Urinary incontinence - the urine loss associated with the need of urinating can happen for a couple of weeks after the surgery. It is expected as a bladder irritation of the procedures and it is solved with a catheter diminishing. The long term urinary incontinence can happen in 2% of the patients.

Urethral stenosis:
The scar tissue could require additional surgery. This happens in less than 1% of the patients

After the surgery:

Pain control:
Usually, there is not pain after this surgery except for some smarting when urinating that is expected and it diminishes with urination. The catheter that is left could cause bladder spasms (inferior abdomen cramps) that will cease after removing the catheter.

You can take a shower at home. If you are being discharged from the hospital with a catheter, don't disconnect the drainage bag of the catheter. Pay attention to the area where the probe enters in the tip of the penis. After the shower, dry very well the area where the probe enters as well as your drainage bag.
It is very important to take walks. To remain sitting down or at bed should be avoided. To go up stairs is much recommended. To drive should be avoided at least during two weeks after the surgery. To bounce in a car, even as passenger, can cause a hemorrhage. It is contraindicated to lift heavy objects or exercising (to run, to swim, walkway, bicycle) during four weeks or until the doctor suggests it. You will be able to work again in approximately 3 to 4 weeks

Sexual activity:
You should avoid the sexual relations during 6 weeks after the surgery.

Your appetite can diminish after the surgery, this is normal. Try to eat small portions of food.

Avoid the constipation:
You can take laxatives or a laxative if it is necessary. Don't use enemas. Make sure of including fruits, vegetables and fiber in your diet. You should avoid the effort of having an intestinal evacuation since this can increase the bled.

If you have fever of more than 38.5ºC, call your doctor. Make sure to accomplish the complete cycle of antibiotics prescribed by your doctor.

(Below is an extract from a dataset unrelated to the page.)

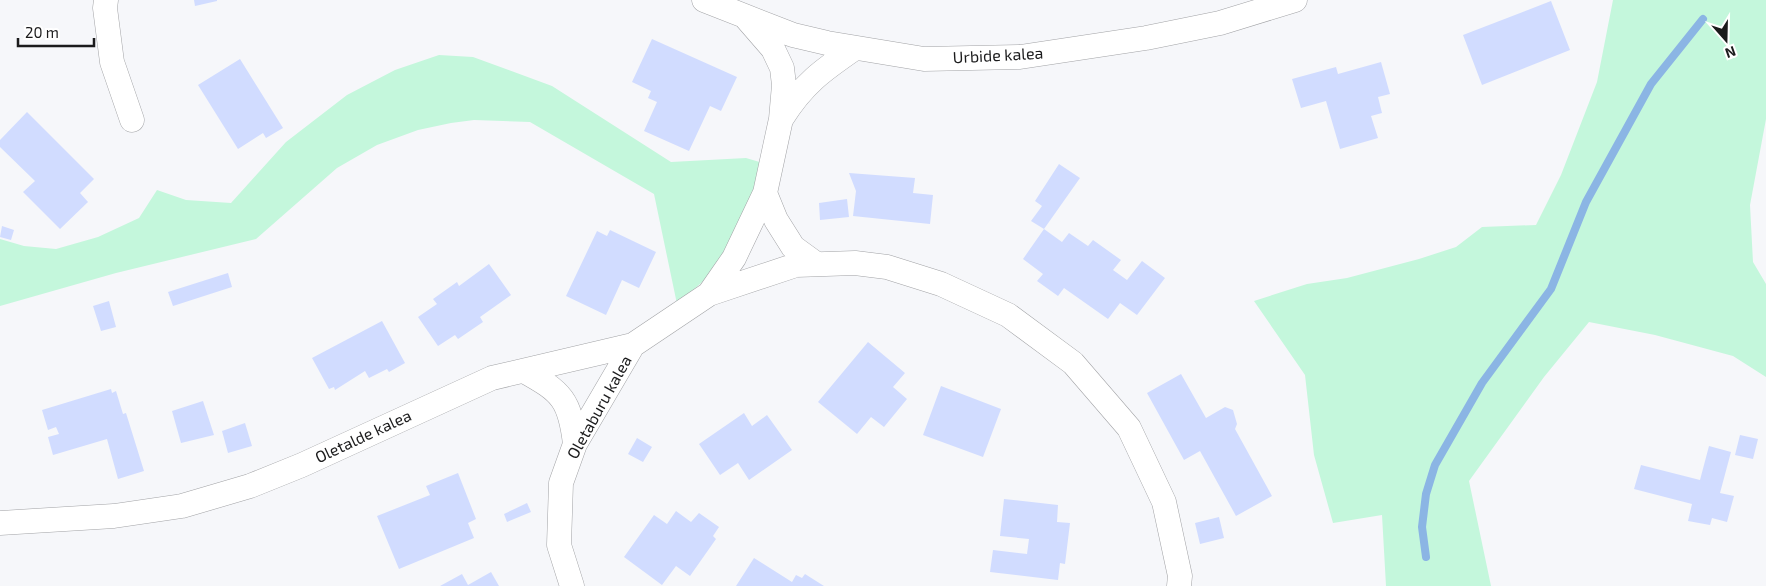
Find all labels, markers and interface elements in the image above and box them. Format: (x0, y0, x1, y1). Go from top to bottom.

It is normal to see blood in your urine in an intermittent way. This can happen in an intermittent way during 3-4 weeks after the surgery. Increase your consumption of liquids, if it is not medically contraindicated, with the purpose of diluting the urine. If your urine seems to be thick and with blood, or it presents a great quantity of blood clots, call your doctor. You will also have the urgency to urinate (a quick need to urinate with little previous warning) when you still have a catheter. This will be solved with time. Maybe you will need medication.